README.md 4.4 KB

CosyVoice2 LLM Reinforcement Learning Recipe

This recipe demonstrates how to fine-tune the CosyVoice2 large language model with reinforcement learning algorithms—specifically GRPO—using the veRL framework. Our experiments show that applying GRPO reduces the character error rate (CER) on the CosyVoice3 zero_shot_zh set from 4.08% to 3.36%.

Table of Contents

Environment Setup

We recommend using the pre-built Docker image below.
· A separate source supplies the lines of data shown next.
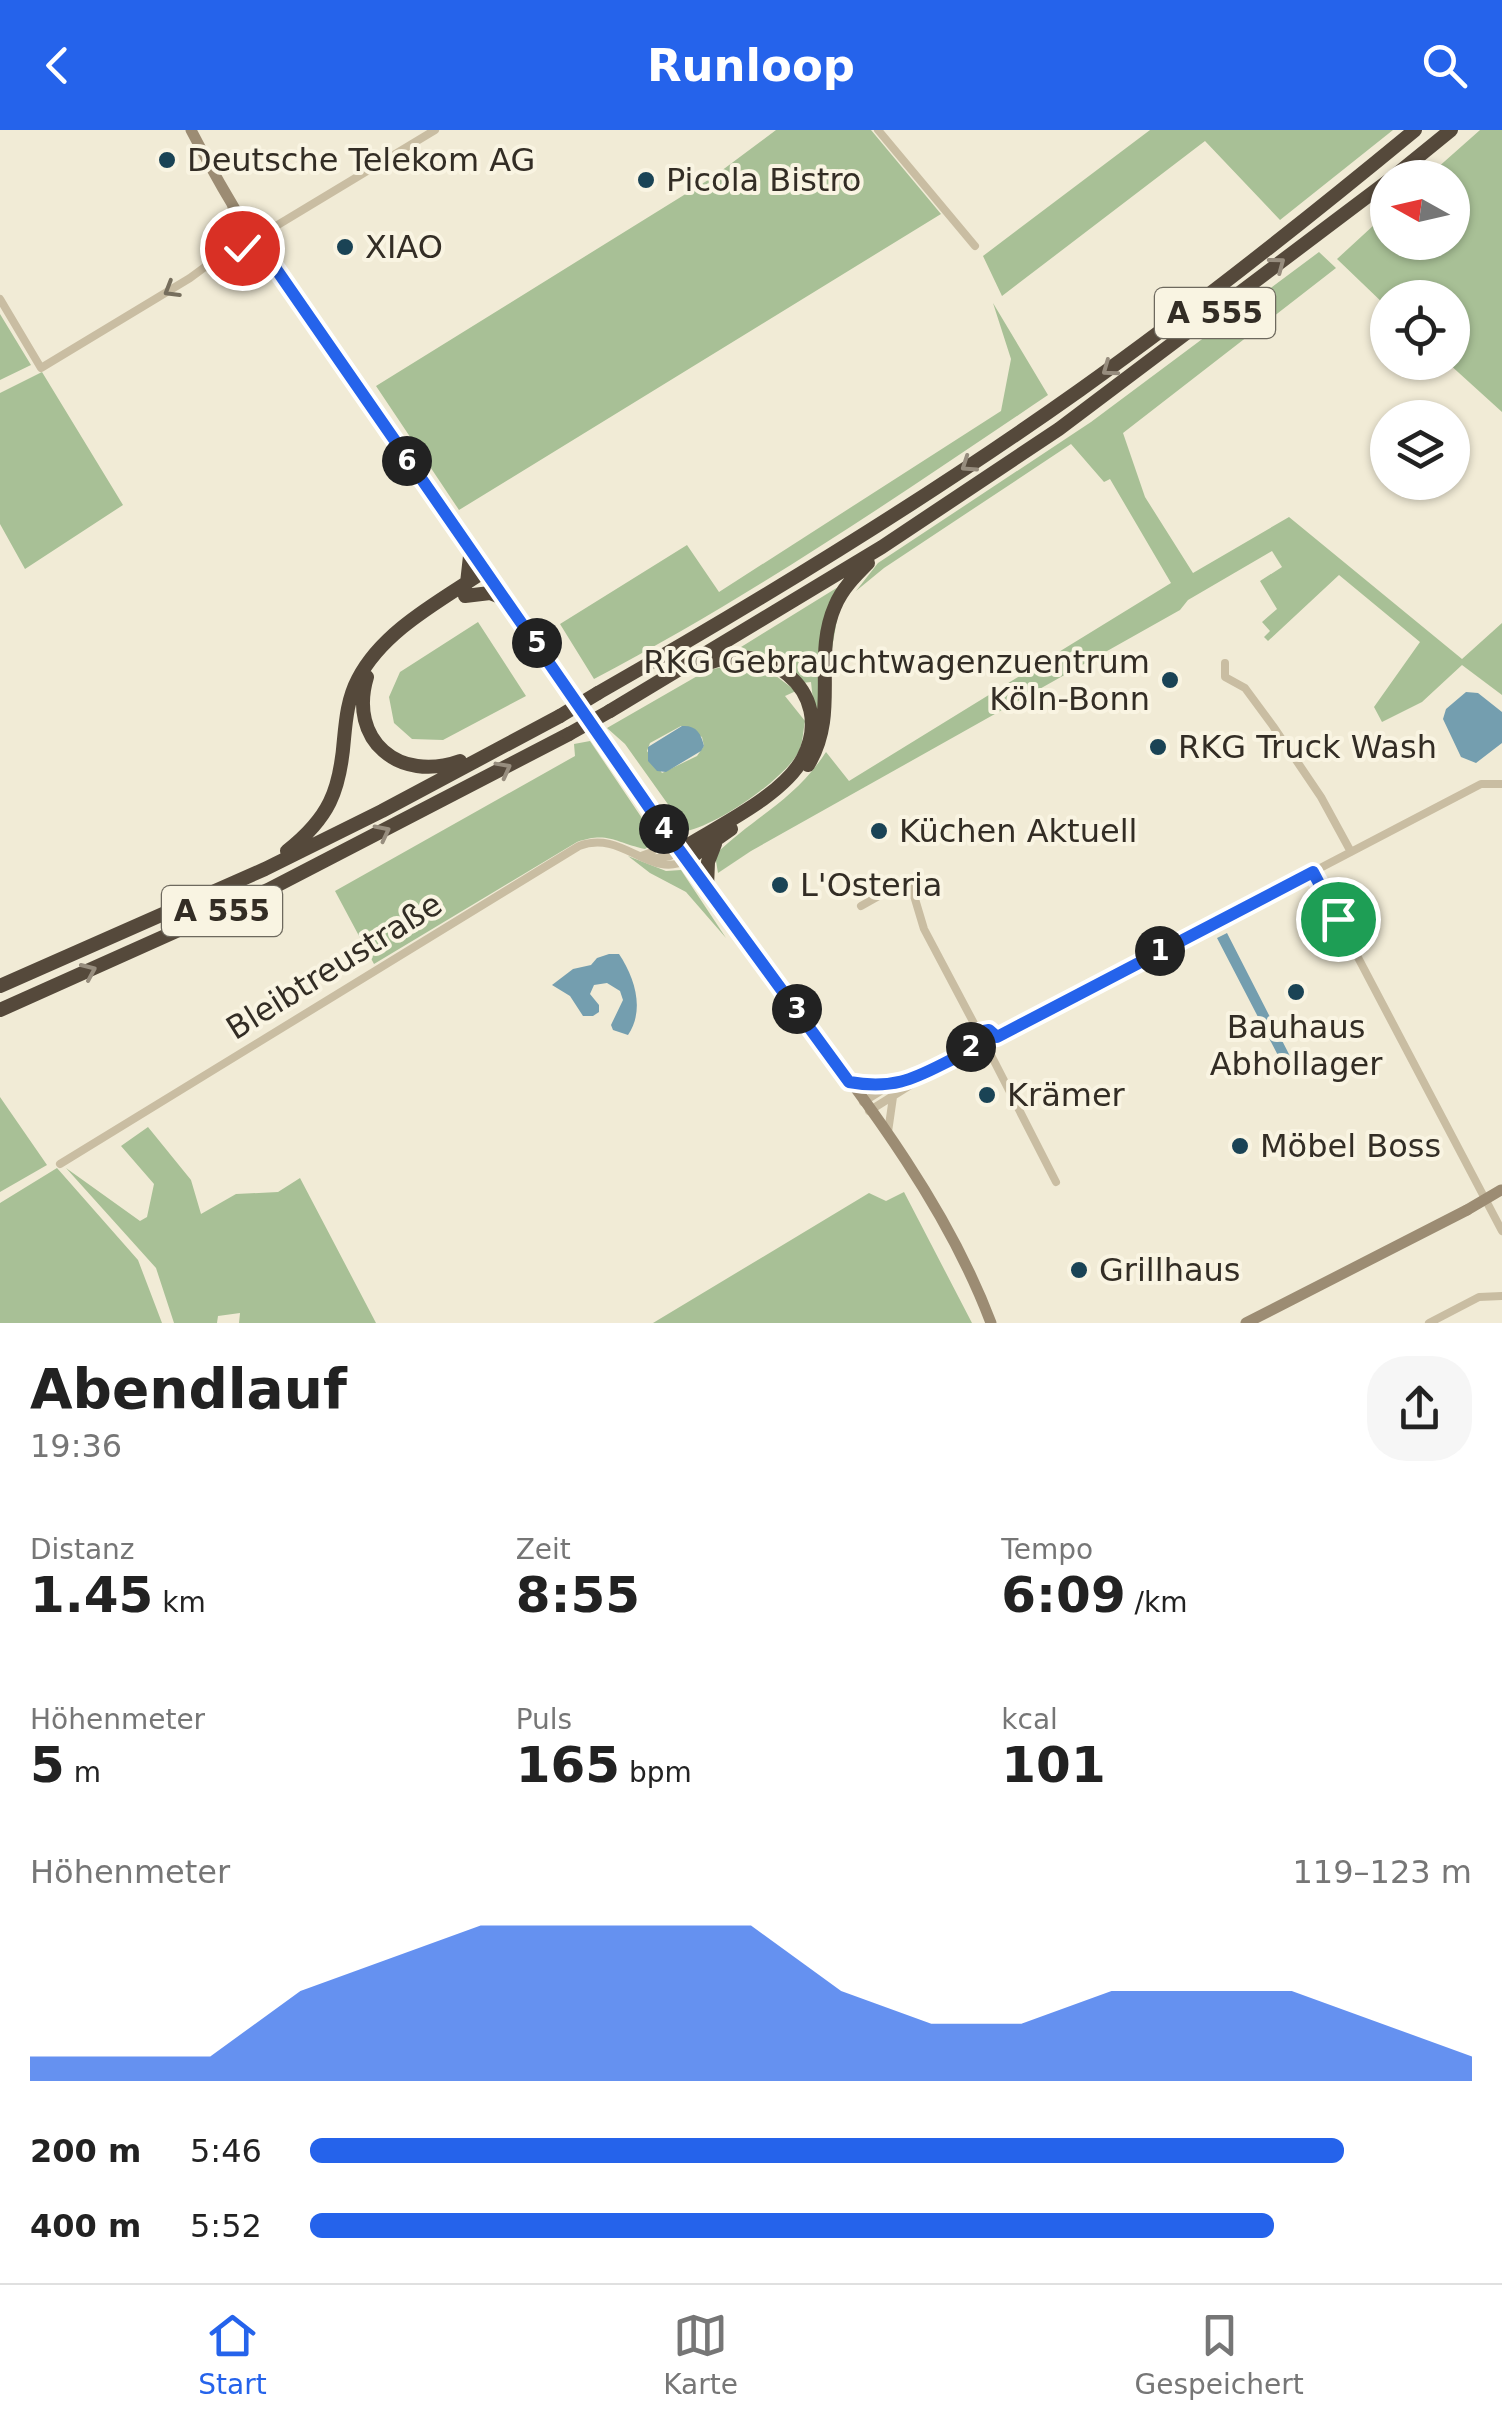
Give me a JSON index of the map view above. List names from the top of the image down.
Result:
{
  "streets": {
    "highway": ["A 555"],
    "street": ["Bleibtreustraße"]
  },
  "places": [
    "Deutsche Telekom AG",
    "Picola Bistro",
    "XIAO",
    "RKG Gebrauchtwagenzuentrum Köln-Bonn",
    "RKG Truck Wash",
    "Küchen Aktuell",
    "L'Osteria",
    "Bauhaus Abhollager",
    "Krämer",
    "Möbel Boss",
    "Grillhaus"
  ],
  "north": "left",
  "page": {
    "header": "Runloop",
    "pins": [
      "6",
      "5",
      "4",
      "1",
      "3",
      "2"
    ],
    "heading": ["Abendlauf", "19:36"],
    "stats": [
      ["Distanz", "1.45 km"],
      ["Zeit", "8:55"],
      ["Tempo", "6:09 /km"],
      ["Höhenmeter", "5 m"],
      ["Puls", "165 bpm"],
      ["kcal", "101"]
    ],
    "chart": ["Höhenmeter", "119–123 m"],
    "list": [
      {
        "name": "200 m",
        "note": "5:46"
      },
      {
        "name": "400 m",
        "note": "5:52"
      }
    ],
    "tabs": ["Start", "Karte", "Gespeichert"]
  }
}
Alternatively, you can manually install the dependencies following the Dockerfile.

docker pull soar97/verl:app-verl0.4-vllm0.8.5-mcore0.12.2-te2.2

If Docker is not available, you can refer to run.sh stage -2 to install the dependencies locally.

Data Preparation

prepare_data.py expects a JSON/JSONL file with at least the following schema:

{
  "text": "An example sentence to be synthesized."
}

You can download the JSONL files from the metadata directory of the SparkAudio/voxbox dataset on Hugging Face.

Stage 0 converts raw JSONL files into the parquet format expected by veRL:

bash run.sh 0 0

Create two JSONL files—train.jsonl and test.jsonl.
The script will then generate two Parquet files:

data/parquet_tiny/train.parquet
data/parquet_tiny/test.parquet

Each sample is automatically wrapped into a CosyVoice2-style prompt so that the LLM learns to output CosyVoice2 speech tokens.

Reward Function & ASR Server

To compute rewards, we run a lightweight server that:

  1. Converts generated speech tokens back to a 16 kHz waveform with the CosyVoice2 pretrained U-Net model.
  2. Transcribes the waveform with SenseVoice ASR.
  3. Calculates the pinyin-level error rate relative to the ground-truth text and maps it to a score between 0 and 1.

Start the server (stage 1) in a dedicated terminal or on a separate GPU:

bash run.sh 1 1
# Triton server listens on ports 8000/8001/8002

The custom reward implementation is located in reward_tts.py and calls the server to obtain the reward score.

Training

Run stage 2 to start GRPO training:

bash run.sh 2 2

Key CLI arguments passed to verl.trainer.main_ppo:

  • algorithm.adv_estimator=grpo – use GRPO instead of PPO.
  • data.train_files=data/parquet_aishell3/train.parquet and data.val_files=data/parquet_aishell3/test.parquet
  • custom_reward_function.path=reward_tts.py – custom reward function described above.

Adjust CUDA_VISIBLE_DEVICES, batch sizes, and other hyperparameters to match your hardware.

[!TIP] Note: the lm_head bias is disabled during training to make the model compatible with VLLM and Transformers' Qwen model.

Evaluation

After training is complete, collect the sharded FSDP weights and export a Hugging Face-style checkpoint (stage 3):

bash run.sh 3 3   # merges weights into $llm_path/merged_hf_model

You can then evaluate the model on the CosyVoice3 zero-shot Chinese test set (stage 4):

bash run.sh 4 4

This command launches distributed inference via infer_dataset.py and computes WER with scripts/compute_wer.sh.

[!TIP] The script also supports the Seed-TTS test set by setting dataset=test_zh.

Export Model

To use the RL-trained model with the official CosyVoice repository:

bash run.sh 5 5

The script converts the Hugging Face checkpoint back into the format expected by the CosyVoice repository.

[!TIP] However, we observed a slight accuracy drop when using the RL-trained model after conversion, compared with the Hugging Face format.

Results

Model Seed-TTS test_zh CER CosyVoice3 zero_shot_zh CER Comment
CosyVoice2 LLM (official) 1.45% 4.08% See the paper
CosyVoice2 LLM + GRPO 1.37% 3.36% See the decoding results, Hugging Face-format model

Acknowledgement

This work was inspired by the implementation in ch-tts-llasa-rl-grpo.